A Sabbath idea of space might be to look around at a less than ideal space and find the good things about it. Or, in a place that is perfectly comfortable and familiar, to take some time to remember all the reasons we love being there.
In Judaism some families choose to follow stricter guidelines, making sure to finish preparing their Sabbath meals before sunset on Fridays, not using electricity throughout the Sabbath, walking instead of driving (these are just a small sampling of possible practices), while others incorporate more modern interpretations of Sabbath into their practice. The point is not be oppressive, but to give rest to even the objects that do work in our lives – in the past this might mean your donkey, today it could mean your car.
Changing how we use the physical things around us changes how we see them.

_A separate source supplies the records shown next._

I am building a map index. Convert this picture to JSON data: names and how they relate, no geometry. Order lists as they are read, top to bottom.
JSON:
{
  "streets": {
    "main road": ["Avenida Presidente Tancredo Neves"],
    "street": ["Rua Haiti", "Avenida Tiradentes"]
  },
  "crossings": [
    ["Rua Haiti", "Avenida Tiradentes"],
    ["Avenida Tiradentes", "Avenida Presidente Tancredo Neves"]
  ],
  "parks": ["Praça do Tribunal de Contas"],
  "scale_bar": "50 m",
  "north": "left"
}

If we decide not to drive, we can only go places we can walk to, and we will see things as we walk that we do not see when we drive, or we will see them at different angles, for different amounts of time.
Regardless of whether or not a Jewish family chooses to use electricity over the Sabbath, the lighting of the candles before the Sabbath evening meal is a common ritual among practicing Jews. Eating by candlelight changes the appearance of the room, the food and the faces around the table. It feels intimate and warm even in cavernous or crowded spaces. We cannot always change where we are – we do not always have the means to move or travel – but we can change how we use or see where we are.

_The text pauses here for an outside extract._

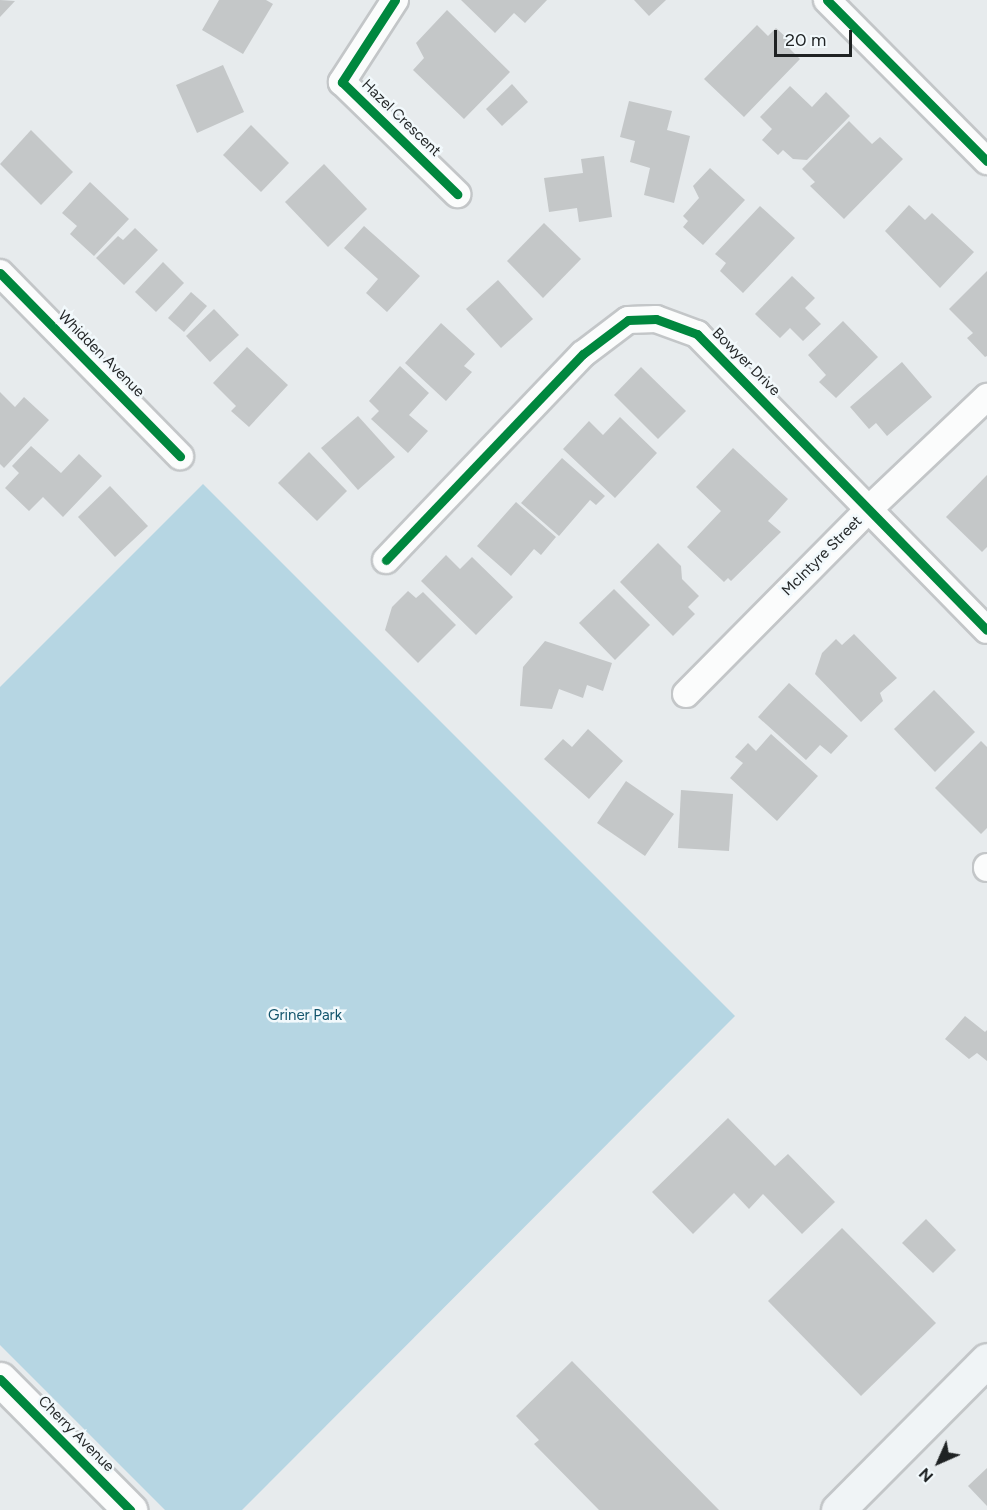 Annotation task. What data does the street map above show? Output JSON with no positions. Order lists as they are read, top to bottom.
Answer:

During Advent and Christmas, Christians spend a lot of time transforming our spaces. We put up decorations, bake Christmas goodies, hang greens in churches and homes, and move furniture around to accommodate guests and gifts. We light candles for Advent and Christmas Eve, put Christmas lights on trees and houses and throughout the streets, build fires in fireplaces and yards – light in the darkness that reminds us of the hope of Christ.
For many people Advent is the Sabbath of the year. It can be busy – preparing for Christmas, celebrating Christmas, recovering from the preparation and celebration – but it is also a time set apart when we also change around our physical spaces and engage our senses in new ways, all to prepare our hearts to be changed. Again. The gift of this faith is the chance to do it all again – Advent, Christmas, Lent, Easter, Pentecost, Ordinary Time in between the festivals, and through it all, Sabbath. A chance to change how we see the world every week.
So, turn off the lights, light a candle, and look around.